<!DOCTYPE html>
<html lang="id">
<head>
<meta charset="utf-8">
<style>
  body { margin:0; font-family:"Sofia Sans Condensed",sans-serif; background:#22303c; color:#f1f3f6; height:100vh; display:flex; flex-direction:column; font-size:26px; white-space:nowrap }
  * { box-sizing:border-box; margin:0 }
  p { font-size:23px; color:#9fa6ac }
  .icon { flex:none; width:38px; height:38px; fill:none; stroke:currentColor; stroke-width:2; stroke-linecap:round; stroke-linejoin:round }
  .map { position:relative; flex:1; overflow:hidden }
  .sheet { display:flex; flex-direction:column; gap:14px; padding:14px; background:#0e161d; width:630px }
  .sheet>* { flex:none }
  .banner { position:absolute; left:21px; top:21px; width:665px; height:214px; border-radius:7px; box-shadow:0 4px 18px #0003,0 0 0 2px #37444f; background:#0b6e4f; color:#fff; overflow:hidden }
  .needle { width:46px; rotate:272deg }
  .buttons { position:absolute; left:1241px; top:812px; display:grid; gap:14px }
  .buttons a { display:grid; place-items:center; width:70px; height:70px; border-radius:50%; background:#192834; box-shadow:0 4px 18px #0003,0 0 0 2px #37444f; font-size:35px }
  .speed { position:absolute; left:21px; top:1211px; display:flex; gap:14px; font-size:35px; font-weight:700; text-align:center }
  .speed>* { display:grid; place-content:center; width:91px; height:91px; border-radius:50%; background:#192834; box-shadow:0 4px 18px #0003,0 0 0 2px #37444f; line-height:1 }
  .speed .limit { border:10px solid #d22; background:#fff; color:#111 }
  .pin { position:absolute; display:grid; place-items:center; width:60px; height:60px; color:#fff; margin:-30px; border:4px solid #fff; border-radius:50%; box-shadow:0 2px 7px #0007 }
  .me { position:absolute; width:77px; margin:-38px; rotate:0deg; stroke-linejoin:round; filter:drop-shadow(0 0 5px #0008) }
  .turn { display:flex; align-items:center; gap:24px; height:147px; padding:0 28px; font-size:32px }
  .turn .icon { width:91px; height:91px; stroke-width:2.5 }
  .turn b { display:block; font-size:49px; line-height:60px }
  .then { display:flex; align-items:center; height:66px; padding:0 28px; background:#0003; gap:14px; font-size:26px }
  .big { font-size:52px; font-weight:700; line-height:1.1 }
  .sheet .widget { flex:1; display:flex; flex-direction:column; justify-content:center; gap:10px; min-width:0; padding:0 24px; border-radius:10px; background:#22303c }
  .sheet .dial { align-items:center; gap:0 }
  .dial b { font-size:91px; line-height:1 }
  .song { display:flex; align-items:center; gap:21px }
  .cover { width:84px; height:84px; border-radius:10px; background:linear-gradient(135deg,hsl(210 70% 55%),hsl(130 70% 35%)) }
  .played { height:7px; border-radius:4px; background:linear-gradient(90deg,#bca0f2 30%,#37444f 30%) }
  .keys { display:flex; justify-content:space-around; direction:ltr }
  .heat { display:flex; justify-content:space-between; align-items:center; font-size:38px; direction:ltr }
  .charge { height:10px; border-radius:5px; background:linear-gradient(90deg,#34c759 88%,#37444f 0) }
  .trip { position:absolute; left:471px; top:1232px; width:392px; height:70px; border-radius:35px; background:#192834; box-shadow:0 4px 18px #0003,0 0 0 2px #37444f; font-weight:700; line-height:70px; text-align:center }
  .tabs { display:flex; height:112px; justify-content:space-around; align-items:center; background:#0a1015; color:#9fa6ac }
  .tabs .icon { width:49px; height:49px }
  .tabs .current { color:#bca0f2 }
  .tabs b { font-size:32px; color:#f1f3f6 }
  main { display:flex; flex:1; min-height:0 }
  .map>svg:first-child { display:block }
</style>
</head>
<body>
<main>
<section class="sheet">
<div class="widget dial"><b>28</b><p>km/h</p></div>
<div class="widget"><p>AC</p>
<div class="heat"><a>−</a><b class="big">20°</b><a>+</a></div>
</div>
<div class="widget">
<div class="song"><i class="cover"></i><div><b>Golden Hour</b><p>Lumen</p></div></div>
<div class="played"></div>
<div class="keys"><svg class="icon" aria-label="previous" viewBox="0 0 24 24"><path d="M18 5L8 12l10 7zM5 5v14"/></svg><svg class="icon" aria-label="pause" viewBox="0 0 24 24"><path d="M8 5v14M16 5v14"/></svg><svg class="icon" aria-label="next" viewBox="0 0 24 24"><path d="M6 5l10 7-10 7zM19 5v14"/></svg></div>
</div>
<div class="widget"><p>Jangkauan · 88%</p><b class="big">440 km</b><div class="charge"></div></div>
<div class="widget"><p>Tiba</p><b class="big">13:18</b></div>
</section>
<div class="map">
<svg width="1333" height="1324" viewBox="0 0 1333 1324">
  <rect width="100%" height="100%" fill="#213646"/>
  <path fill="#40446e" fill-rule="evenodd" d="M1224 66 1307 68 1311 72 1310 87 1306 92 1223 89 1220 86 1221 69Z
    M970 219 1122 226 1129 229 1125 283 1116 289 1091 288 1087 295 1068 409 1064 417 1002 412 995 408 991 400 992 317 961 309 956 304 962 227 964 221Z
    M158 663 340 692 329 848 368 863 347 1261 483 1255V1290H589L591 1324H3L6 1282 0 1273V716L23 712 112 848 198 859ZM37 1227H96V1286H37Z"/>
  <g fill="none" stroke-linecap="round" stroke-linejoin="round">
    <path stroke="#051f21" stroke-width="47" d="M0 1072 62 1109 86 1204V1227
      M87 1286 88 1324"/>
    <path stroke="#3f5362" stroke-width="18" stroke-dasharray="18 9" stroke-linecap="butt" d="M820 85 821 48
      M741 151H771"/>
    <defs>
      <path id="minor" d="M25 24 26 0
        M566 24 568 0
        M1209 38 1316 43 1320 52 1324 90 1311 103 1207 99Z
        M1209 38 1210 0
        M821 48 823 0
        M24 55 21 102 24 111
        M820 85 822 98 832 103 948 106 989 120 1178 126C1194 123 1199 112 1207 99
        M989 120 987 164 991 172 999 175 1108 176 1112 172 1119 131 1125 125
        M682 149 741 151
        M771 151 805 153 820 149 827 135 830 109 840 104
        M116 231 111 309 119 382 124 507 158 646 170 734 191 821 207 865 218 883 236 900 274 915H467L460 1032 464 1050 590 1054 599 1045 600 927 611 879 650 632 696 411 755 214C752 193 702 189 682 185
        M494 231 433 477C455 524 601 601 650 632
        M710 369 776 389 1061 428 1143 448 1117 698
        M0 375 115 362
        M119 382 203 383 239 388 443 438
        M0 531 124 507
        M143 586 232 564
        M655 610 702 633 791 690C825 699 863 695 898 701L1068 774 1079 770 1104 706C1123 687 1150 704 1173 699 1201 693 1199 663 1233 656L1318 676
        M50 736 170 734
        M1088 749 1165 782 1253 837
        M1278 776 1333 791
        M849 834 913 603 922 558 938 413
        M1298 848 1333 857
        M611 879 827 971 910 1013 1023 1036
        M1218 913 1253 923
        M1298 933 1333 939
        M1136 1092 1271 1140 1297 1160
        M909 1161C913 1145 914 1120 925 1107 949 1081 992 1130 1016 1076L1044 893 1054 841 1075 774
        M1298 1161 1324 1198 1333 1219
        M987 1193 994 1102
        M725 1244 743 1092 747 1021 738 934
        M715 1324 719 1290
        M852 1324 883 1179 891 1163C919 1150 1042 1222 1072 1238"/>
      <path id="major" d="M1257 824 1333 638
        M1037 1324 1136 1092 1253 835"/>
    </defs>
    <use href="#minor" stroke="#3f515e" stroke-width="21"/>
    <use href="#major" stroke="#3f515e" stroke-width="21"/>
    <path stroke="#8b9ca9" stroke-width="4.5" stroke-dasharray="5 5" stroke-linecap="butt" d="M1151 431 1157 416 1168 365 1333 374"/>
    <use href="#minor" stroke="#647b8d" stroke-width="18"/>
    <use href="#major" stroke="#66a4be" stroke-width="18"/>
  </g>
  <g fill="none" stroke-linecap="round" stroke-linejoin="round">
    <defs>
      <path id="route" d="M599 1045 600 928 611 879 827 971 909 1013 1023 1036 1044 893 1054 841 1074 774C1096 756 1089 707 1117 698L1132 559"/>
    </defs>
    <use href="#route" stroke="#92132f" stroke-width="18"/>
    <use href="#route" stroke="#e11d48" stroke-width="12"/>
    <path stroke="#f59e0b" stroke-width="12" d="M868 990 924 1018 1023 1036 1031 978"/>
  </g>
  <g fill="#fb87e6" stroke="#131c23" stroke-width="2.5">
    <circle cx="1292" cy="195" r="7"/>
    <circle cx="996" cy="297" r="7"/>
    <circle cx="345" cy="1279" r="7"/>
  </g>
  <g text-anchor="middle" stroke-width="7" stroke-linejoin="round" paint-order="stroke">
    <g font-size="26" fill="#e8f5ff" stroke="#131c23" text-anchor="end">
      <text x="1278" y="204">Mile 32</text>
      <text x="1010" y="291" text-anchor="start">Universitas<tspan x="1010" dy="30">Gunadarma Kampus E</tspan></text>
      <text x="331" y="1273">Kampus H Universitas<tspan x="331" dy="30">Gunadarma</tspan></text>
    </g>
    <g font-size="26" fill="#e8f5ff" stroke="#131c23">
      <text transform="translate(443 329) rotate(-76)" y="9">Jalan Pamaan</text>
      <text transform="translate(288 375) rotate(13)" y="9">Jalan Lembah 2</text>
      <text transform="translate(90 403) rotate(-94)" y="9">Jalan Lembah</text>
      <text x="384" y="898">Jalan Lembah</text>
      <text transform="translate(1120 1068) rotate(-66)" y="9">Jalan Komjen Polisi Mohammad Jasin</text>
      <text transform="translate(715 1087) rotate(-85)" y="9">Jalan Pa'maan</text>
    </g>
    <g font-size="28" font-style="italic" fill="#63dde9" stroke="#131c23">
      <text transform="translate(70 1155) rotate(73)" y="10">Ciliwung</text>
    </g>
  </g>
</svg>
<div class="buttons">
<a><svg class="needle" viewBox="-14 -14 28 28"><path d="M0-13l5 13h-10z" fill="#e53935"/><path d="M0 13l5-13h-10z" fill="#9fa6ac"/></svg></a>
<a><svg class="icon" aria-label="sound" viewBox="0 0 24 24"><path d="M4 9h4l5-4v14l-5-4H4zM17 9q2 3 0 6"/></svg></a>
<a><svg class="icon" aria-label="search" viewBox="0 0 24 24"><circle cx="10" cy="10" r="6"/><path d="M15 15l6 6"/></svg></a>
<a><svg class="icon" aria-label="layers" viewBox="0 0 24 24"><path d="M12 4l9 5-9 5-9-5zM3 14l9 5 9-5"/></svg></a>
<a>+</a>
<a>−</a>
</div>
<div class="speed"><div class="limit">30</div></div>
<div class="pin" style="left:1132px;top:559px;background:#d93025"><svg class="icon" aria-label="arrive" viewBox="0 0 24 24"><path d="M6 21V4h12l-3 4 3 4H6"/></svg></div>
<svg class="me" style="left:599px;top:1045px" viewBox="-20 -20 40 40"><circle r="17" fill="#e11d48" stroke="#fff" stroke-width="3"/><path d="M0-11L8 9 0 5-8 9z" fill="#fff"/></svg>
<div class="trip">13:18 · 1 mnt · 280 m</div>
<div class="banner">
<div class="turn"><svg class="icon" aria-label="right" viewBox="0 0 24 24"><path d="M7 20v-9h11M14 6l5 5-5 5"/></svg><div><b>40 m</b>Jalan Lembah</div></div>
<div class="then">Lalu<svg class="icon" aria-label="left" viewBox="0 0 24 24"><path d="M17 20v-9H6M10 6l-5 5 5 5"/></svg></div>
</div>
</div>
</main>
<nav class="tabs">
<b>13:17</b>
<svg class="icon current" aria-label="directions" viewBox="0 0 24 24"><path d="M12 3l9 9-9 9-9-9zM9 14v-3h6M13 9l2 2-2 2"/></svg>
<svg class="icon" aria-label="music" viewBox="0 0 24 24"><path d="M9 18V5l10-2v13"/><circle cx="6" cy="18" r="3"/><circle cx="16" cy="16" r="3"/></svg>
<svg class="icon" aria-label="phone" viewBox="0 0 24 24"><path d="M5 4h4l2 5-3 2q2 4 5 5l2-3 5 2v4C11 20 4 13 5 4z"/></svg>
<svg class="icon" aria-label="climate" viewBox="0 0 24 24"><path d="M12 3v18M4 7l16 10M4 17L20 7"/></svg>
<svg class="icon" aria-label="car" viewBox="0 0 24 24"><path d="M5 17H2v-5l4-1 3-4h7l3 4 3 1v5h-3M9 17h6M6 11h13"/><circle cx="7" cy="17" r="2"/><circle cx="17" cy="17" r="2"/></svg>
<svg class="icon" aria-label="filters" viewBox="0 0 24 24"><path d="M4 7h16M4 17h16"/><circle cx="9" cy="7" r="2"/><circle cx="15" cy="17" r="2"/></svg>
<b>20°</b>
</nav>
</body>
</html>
_ _ _ _
• [Task to complete]: Every line that includes "solid" must be copied from the material above.

• [Result]:
  .speed .limit { border:10px solid #d22; background:#fff; color:#111 }
  .pin { position:absolute; display:grid; place-items:center; width:60px; height:60px; color:#fff; margin:-30px; border:4px solid #fff; border-radius:50%; box-shadow:0 2px 7px #0007 }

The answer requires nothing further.